With Rivian shares down more than 90% from the post-IPO peak made in late-2021, however, it's also not a stretch to suggest the stock's current price only reflects the complicated and expensive recent past you'd expect to see with a start-up. It doesn't reflect any of the fiscal progress that's in the near-term cards. 

We're already seeing subtle hints of this progress too. In addition to Rivian's improving per-car production costs (as described above), the company's administrative and developmental spending is also under control. It shelled out $3.7 billion for this sort of stuff last year,but that's actually down a bit from 2021's total. Given this, if administrative, marketing, and R&D costs swell as Rivian ramps up its production from, it's not likely they'll grow to the same extent revenue does.

The thing is, the market hasn't quite yet connected any of these dots. That's the crux of your opportunity.

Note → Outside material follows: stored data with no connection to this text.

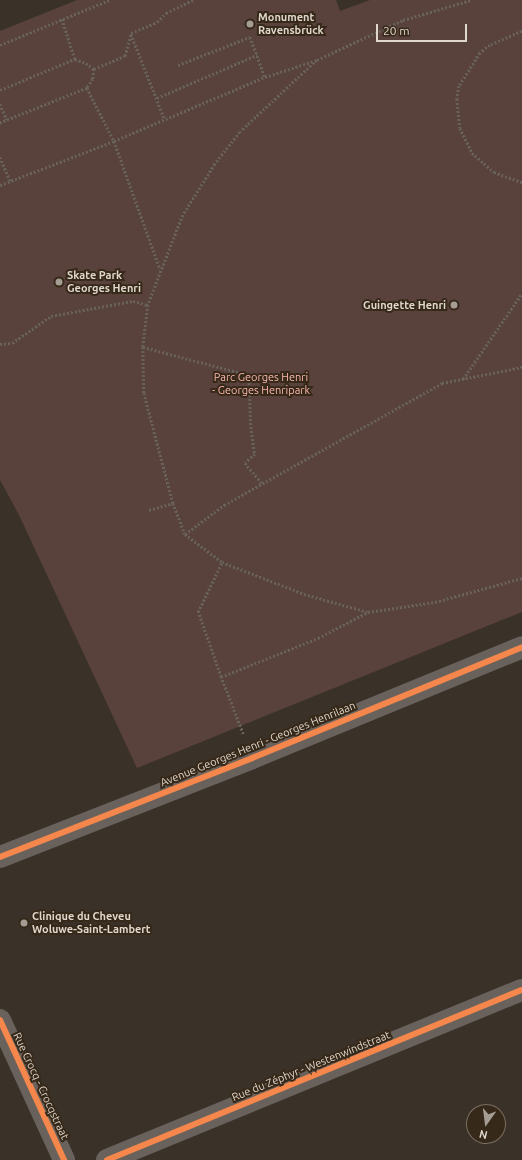 <!DOCTYPE html>
<meta charset="utf-8">
<style>
body{margin:0}
#map{position:relative;width:522px;height:1160px;overflow:hidden;background:#3a3229;font-family:Ubuntu,sans-serif}
div>[style]{position:absolute}
.green>*{inset:0;background:#59413c}
.path>*{height:2.5px;margin-top:-1.25px;transform-origin:0;background:repeating-linear-gradient(90deg,#68625b 0 2px,transparent 0 4px)}
.minor>*{height:22px;margin:-11px;padding:0 11px;transform-origin:11px;border-radius:11px;background:#69625c}
.cycleway>*{height:6px;margin:-3px;padding:0 3px;transform-origin:3px;border-radius:3px;background:#f5874c}
.dots>*{width:11px;height:11px;translate:-50% -50%;box-sizing:border-box;border:2px solid #372919;border-radius:50%}
span{translate:-50% -50%;white-space:nowrap;text-align:center;line-height:1.15;-webkit-text-stroke:4px #372919;paint-order:stroke}
.poi-label{font-size:11px;color:#dfd6cc;font-weight:700}
.left{translate:0 -50%;text-align:left}
.right{translate:-100% -50%;text-align:right}
.park-label{font-size:11px;color:#fab7ae}
.street-label{font-size:11px;color:#dfd6cc}
.north{position:absolute;left:466px;top:1104px;width:40px;height:40px;box-sizing:border-box;background:#372919;border:1px solid #7a6e61;border-radius:50%;rotate:194deg;font-size:11px;font-weight:700;line-height:16px;text-align:center;color:#dfd6cc}
.north::after{content:'';display:block;margin:auto;width:14px;height:18px;background:#a59d93;clip-path:polygon(50% 0,100% 100%,50% 72%,0 100%)}
.scale{position:absolute;left:376px;top:24px;width:91px;height:18px;box-sizing:border-box;border:2px solid #dfd6cc;border-top:0;padding-left:5px;font-size:12px;line-height:14px;white-space:nowrap;color:#dfd6cc;-webkit-text-stroke:3px #372919;paint-order:stroke}
</style>
<div id="map">
<div class="green">
<i style="clip-path:polygon(77px 0,336px 0,340px 11px,370px 0,522px 0,522px 612px,137px 768px,19px 515px,0 480px,0 31px)"></i>
</div>
<div class="path">
<i style="left:62px;top:19px;width:42px;rotate:72deg"></i>
<i style="left:522px;top:31px;width:35px;rotate:156deg"></i>
<i style="left:490px;top:45px;width:13px;rotate:141deg"></i>
<i style="left:480px;top:53px;width:39px;rotate:122deg"></i>
<i style="left:459px;top:86px;width:13px;rotate:99deg"></i>
<i style="left:457px;top:99px;width:29px;rotate:84deg"></i>
<i style="left:460px;top:128px;width:28px;rotate:64deg"></i>
<i style="left:472px;top:153px;width:29px;rotate:41deg"></i>
<i style="left:494px;top:172px;width:30px;rotate:20deg"></i>
<i style="left:131px;top:34px;width:92px;rotate:68.4deg"></i>
<i style="left:0;top:45px;width:118px;rotate:-22.4deg"></i>
<i style="left:317px;top:60px;width:105px;rotate:136.9deg"></i>
<i style="left:240px;top:132px;width:41px;rotate:128deg"></i>
<i style="left:215px;top:164px;width:60px;rotate:122.1deg"></i>
<i style="left:183px;top:215px;width:97px;rotate:111.3deg"></i>
<i style="left:148px;top:305px;width:42px;rotate:96.8deg"></i>
<i style="left:143px;top:347px;width:46px;rotate:88.8deg"></i>
<i style="left:144px;top:393px;width:114px;rotate:75.2deg"></i>
<i style="left:173px;top:503px;width:33px;rotate:69deg"></i>
<i style="left:185px;top:534px;width:46px;rotate:37.1deg"></i>
<i style="left:222px;top:562px;width:88px;rotate:21.3deg"></i>
<i style="left:304px;top:594px;width:66px;rotate:15.7deg"></i>
<i style="left:178px;top:65px;width:77px;rotate:-21.3deg"></i>
<i style="left:250px;top:37px;width:43px;rotate:69.4deg"></i>
<i style="left:94px;top:69px;width:34px;rotate:-23deg"></i>
<i style="left:125px;top:56px;width:24px;rotate:-75deg"></i>
<i style="left:131px;top:33px;width:28px;rotate:-23deg"></i>
<i style="left:157px;top:22px;width:13px;rotate:-45deg"></i>
<i style="left:166px;top:13px;width:30px;rotate:-26deg"></i>
<i style="left:87px;top:88px;width:59px;rotate:63deg"></i>
<i style="left:114px;top:141px;width:136px;rotate:70.2deg"></i>
<i style="left:0;top:90px;width:81px;rotate:-22.5deg"></i>
<i style="left:75px;top:59px;width:12px;rotate:20deg"></i>
<i style="left:86px;top:63px;width:10px;rotate:37deg"></i>
<i style="left:94px;top:69px;width:10px;rotate:96deg"></i>
<i style="left:93px;top:79px;width:11px;rotate:124deg"></i>
<i style="left:87px;top:88px;width:94px;rotate:158.1deg"></i>
<i style="left:157px;top:98px;width:109px;rotate:-23.3deg"></i>
<i style="left:0;top:104px;width:17px;rotate:66deg"></i>
<i style="left:0;top:157px;width:26px;rotate:67deg"></i>
<i style="left:0;top:185px;width:122px;rotate:-21.1deg"></i>
<i style="left:114px;top:141px;width:164px;rotate:-23deg"></i>
<i style="left:265px;top:77px;width:55px;rotate:-18.1deg"></i>
<i style="left:317px;top:60px;width:95px;rotate:-24.9deg"></i>
<i style="left:403px;top:20px;width:71px;rotate:-16.4deg"></i>
<i style="left:0;top:344px;width:12px;rotate:-5deg"></i>
<i style="left:12px;top:343px;width:47px;rotate:-34.7deg"></i>
<i style="left:51px;top:316px;width:83px;rotate:-10.4deg"></i>
<i style="left:133px;top:301px;width:16px;rotate:15deg"></i>
<i style="left:143px;top:347px;width:110px;rotate:14.8deg"></i>
<i style="left:249px;top:375px;width:52px;rotate:87.8deg"></i>
<i style="left:251px;top:427px;width:27px;rotate:82deg"></i>
<i style="left:255px;top:454px;width:13px;rotate:138deg"></i>
<i style="left:245px;top:463px;width:26px;rotate:50deg"></i>
<i style="left:463px;top:379px;width:104px;rotate:-55.5deg"></i>
<i style="left:149px;top:510px;width:25px;rotate:-16deg"></i>
<i style="left:185px;top:534px;width:49px;rotate:-36.6deg"></i>
<i style="left:224px;top:505px;width:250px;rotate:-29.2deg"></i>
<i style="left:442px;top:383px;width:82px;rotate:-11.3deg"></i>
<i style="left:221px;top:677px;width:69px;rotate:-109.5deg"></i>
<i style="left:198px;top:612px;width:55px;rotate:-64.4deg"></i>
<i style="left:243px;top:734px;width:61px;rotate:-111.1deg"></i>
<i style="left:221px;top:677px;width:105px;rotate:-21.9deg"></i>
<i style="left:318px;top:638px;width:56px;rotate:-27.5deg"></i>
<i style="left:368px;top:612px;width:68px;rotate:-8.5deg"></i>
<i style="left:435px;top:602px;width:90px;rotate:-15.4deg"></i>
</div>
<div class="minor">
<i style="left:0;top:857px;width:271px;rotate:-21.4deg"></i>
<i style="left:252px;top:758px;width:292px;rotate:-22.3deg"></i>
<i style="left:0;top:1020px;width:154px;rotate:65.4deg"></i>
<i style="left:107px;top:1160px;width:448px;rotate:-22.3deg"></i>
</div>
<div class="cycleway">
<i style="left:0;top:857px;width:271px;rotate:-21.4deg"></i>
<i style="left:252px;top:758px;width:292px;rotate:-22.3deg"></i>
<i style="left:0;top:1020px;width:154px;rotate:65.4deg"></i>
<i style="left:107px;top:1160px;width:448px;rotate:-22.3deg"></i>
</div>
<div class="dots">
<i style="left:250px;top:24px;background:#a59d93"></i>
<i style="left:59px;top:282px;background:#a59d93"></i>
<i style="left:454px;top:305px;background:#a59d93"></i>
<i style="left:24px;top:923px;background:#a59d93"></i>
</div>
<div class="poi-label">
<span class="left" style="left:258px;top:24px">Monument<br>Ravensbrück</span>
<span class="left" style="left:67px;top:282px">Skate Park<br>Georges Henri</span>
<span class="right" style="left:446px;top:305px">Guingette Henri</span>
<span class="left" style="left:32px;top:923px">Clinique du Cheveu<br>Woluwe-Saint-Lambert</span>
</div>
<div class="park-label">
<span style="left:261px;top:384px">Parc Georges Henri<br>- Georges Henripark</span>
</div>
<div class="street-label">
<span style="left:258px;top:744px;rotate:-22deg">Avenue Georges Henri - Georges Henrilaan</span>
<span style="left:311px;top:1066px;rotate:-22deg">Rue du Zéphyr - Westenwindstraat</span>
<span style="left:41px;top:1086px;rotate:65deg">Rue Crocq - Crocqstraat</span>
</div>
<div class="north">N</div>
<div class="scale">20 m</div>
</div>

While a myriad of factors have been dragging the stock lower for well over a year now, stocks do eventually reflect where a company is going rather than where it's been. As this EV maker further verifies that it's moving closer to real profits this year and next, the market's prevailing opinion of Rivian has a great shot of shifting from net-bearish to net-bullish. And in this the case the shift in question could be a sweeping -- possibly explosive -- one. See, when investors collectively decide they finally like a story stock such as this one, they often decide so with a sharp, defining pivot. That's how they did it with Tesla back in 2019 anyway, once sustained profitability became part of the valuation equation. 

The only trick is timing. We don't know when the broad market's stance on Rivian Automotive might change. All we know is that this year's impending fiscal progress could be that catalyst at any time. That's why it's a case where risk-tolerant investors may simply need to hold their nose and dive in, knowing we may or may not have made the final low yet.